Problem to solve: From the records below, set down exactly the lines starting with the line that contains "position:relative; flex:1; overflow:hidden" and going on through the line that contains "position:absolute; left:408px; top:16px;". Nothing else is wanted.
....
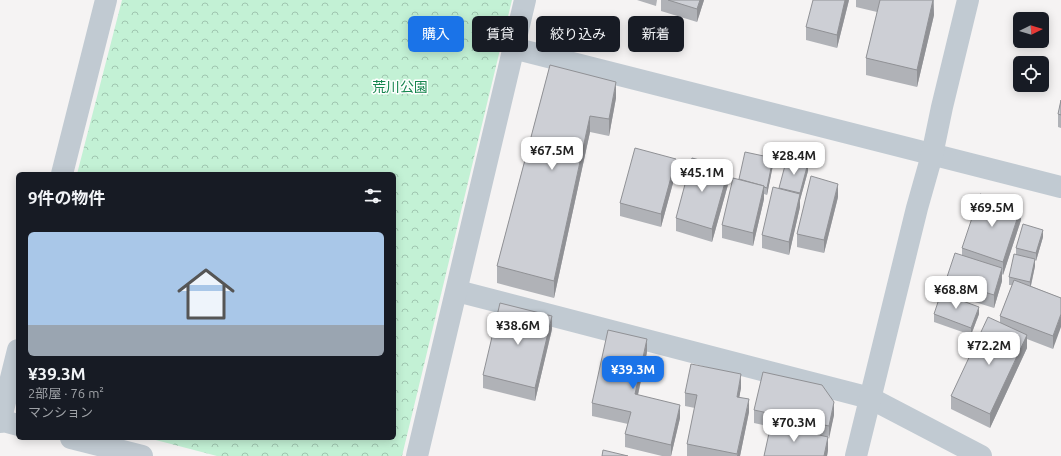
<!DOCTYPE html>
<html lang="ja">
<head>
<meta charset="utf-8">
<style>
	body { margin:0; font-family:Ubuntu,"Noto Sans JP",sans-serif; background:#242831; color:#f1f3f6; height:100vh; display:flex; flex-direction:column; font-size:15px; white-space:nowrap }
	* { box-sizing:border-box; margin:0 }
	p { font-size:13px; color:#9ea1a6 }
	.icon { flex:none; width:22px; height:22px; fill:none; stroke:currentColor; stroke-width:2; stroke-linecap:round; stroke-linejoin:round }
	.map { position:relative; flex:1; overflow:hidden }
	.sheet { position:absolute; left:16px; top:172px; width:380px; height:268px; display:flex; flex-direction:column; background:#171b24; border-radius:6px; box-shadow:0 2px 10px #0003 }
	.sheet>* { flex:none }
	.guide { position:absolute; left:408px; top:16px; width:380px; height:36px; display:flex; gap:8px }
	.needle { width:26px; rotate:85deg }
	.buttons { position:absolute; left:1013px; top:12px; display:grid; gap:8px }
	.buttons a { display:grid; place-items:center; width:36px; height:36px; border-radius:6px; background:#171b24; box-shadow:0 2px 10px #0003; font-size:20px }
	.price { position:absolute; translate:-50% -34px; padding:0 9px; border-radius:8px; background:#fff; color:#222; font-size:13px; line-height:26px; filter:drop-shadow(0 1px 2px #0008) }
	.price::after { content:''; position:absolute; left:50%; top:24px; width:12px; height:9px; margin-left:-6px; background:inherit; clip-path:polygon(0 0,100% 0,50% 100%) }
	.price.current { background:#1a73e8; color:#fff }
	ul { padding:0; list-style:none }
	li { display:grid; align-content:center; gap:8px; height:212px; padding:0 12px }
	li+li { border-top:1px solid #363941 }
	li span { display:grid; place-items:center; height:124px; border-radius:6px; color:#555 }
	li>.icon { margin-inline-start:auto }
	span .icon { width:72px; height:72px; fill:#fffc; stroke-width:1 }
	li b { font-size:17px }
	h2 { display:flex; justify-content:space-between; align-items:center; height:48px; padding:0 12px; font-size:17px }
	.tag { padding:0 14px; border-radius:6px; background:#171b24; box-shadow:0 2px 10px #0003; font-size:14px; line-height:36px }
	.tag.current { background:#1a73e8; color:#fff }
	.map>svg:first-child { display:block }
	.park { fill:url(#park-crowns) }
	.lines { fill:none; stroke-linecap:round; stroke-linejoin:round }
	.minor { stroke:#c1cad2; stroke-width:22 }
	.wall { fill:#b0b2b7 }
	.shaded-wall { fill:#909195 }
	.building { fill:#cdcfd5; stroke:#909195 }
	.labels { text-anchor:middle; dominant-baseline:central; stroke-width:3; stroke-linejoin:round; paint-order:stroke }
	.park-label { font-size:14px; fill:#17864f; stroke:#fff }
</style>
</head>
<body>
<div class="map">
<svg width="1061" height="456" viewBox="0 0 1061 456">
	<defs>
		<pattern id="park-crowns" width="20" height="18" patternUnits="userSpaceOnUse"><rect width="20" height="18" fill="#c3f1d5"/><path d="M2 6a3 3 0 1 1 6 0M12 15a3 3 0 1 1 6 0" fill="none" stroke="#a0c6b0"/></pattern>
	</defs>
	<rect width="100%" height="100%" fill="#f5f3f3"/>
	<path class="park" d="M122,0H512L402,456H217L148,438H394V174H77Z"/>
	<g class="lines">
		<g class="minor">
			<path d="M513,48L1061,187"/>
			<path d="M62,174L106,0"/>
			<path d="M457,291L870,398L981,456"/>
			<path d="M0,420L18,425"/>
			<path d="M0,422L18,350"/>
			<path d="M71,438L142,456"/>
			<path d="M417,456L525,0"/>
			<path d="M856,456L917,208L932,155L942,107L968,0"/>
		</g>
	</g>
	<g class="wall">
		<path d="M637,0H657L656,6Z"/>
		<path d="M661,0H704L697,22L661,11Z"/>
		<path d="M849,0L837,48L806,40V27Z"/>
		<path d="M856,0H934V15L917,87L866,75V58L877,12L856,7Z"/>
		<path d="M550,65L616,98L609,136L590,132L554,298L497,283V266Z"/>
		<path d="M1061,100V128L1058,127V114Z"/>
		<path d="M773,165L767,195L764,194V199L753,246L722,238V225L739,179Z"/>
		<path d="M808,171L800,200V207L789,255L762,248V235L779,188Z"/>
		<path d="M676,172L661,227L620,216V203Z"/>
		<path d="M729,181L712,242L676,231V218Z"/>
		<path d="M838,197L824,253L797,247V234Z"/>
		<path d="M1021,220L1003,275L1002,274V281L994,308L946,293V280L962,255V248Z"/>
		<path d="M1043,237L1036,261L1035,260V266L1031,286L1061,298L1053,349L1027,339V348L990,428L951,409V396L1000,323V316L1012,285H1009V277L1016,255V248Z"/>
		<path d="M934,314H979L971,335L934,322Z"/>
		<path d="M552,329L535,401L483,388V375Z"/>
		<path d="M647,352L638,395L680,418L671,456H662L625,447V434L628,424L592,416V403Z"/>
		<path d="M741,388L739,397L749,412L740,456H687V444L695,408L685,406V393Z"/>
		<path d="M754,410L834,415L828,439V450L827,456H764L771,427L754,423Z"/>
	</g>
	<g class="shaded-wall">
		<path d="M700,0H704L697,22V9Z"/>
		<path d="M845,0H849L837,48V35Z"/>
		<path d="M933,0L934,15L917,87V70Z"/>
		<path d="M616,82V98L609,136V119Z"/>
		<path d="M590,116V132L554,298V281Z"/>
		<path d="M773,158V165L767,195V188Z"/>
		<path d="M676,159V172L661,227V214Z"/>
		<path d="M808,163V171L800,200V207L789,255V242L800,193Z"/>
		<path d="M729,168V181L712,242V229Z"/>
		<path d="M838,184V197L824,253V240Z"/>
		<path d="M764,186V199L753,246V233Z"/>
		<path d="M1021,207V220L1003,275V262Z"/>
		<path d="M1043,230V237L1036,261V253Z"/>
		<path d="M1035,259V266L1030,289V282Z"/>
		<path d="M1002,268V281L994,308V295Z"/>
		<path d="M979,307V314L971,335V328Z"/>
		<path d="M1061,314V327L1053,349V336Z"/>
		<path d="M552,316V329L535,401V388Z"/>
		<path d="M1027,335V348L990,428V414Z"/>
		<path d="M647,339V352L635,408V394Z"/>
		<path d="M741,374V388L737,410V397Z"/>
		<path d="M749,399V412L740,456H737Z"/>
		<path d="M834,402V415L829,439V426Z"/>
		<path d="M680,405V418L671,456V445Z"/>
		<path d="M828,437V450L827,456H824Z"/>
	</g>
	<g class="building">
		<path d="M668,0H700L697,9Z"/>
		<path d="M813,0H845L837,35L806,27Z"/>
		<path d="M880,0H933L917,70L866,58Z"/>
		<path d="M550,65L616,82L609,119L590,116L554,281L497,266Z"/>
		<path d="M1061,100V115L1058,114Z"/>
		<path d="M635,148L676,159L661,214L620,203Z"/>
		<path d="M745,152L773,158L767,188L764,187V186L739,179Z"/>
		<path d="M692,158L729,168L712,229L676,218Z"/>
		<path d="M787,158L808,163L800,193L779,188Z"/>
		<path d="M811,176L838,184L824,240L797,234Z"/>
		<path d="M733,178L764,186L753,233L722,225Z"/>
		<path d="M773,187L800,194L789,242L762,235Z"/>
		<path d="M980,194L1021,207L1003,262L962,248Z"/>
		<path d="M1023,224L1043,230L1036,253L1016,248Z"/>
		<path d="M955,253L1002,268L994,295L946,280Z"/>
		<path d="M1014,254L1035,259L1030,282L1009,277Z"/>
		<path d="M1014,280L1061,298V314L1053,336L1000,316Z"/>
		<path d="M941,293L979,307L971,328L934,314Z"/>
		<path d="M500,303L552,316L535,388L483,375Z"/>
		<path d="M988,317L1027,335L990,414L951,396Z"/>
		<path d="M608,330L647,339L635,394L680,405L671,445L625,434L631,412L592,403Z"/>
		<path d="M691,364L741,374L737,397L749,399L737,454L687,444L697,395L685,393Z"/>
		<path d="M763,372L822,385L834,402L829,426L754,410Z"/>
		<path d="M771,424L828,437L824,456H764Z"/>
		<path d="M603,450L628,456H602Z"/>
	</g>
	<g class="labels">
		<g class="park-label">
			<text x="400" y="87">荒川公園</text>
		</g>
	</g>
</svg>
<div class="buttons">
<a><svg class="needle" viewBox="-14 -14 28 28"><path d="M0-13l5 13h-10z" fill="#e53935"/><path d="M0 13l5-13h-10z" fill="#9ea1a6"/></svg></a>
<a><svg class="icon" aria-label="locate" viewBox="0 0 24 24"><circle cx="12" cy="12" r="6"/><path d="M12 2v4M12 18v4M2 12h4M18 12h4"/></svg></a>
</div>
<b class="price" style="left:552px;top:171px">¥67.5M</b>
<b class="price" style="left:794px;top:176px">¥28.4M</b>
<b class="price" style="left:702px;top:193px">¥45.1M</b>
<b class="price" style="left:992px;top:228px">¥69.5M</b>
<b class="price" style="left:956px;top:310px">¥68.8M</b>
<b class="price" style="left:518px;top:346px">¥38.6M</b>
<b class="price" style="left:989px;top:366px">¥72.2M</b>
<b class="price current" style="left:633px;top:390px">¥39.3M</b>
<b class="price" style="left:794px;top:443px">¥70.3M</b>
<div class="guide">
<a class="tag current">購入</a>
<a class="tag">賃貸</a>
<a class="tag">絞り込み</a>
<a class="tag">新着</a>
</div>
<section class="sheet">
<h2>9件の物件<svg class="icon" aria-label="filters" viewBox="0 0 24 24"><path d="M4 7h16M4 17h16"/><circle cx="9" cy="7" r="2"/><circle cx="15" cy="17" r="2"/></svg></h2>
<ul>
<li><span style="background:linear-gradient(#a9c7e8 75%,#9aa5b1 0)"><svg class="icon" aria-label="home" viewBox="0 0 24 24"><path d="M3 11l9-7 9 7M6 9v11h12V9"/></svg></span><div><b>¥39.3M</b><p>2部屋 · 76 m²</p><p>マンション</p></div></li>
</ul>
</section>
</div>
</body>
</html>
....
Output of the exercise:
	.map { position:relative; flex:1; overflow:hidden }
	.sheet { position:absolute; left:16px; top:172px; width:380px; height:268px; display:flex; flex-direction:column; background:#171b24; border-radius:6px; box-shadow:0 2px 10px #0003 }
	.sheet>* { flex:none }
	.guide { position:absolute; left:408px; top:16px; width:380px; height:36px; display:flex; gap:8px }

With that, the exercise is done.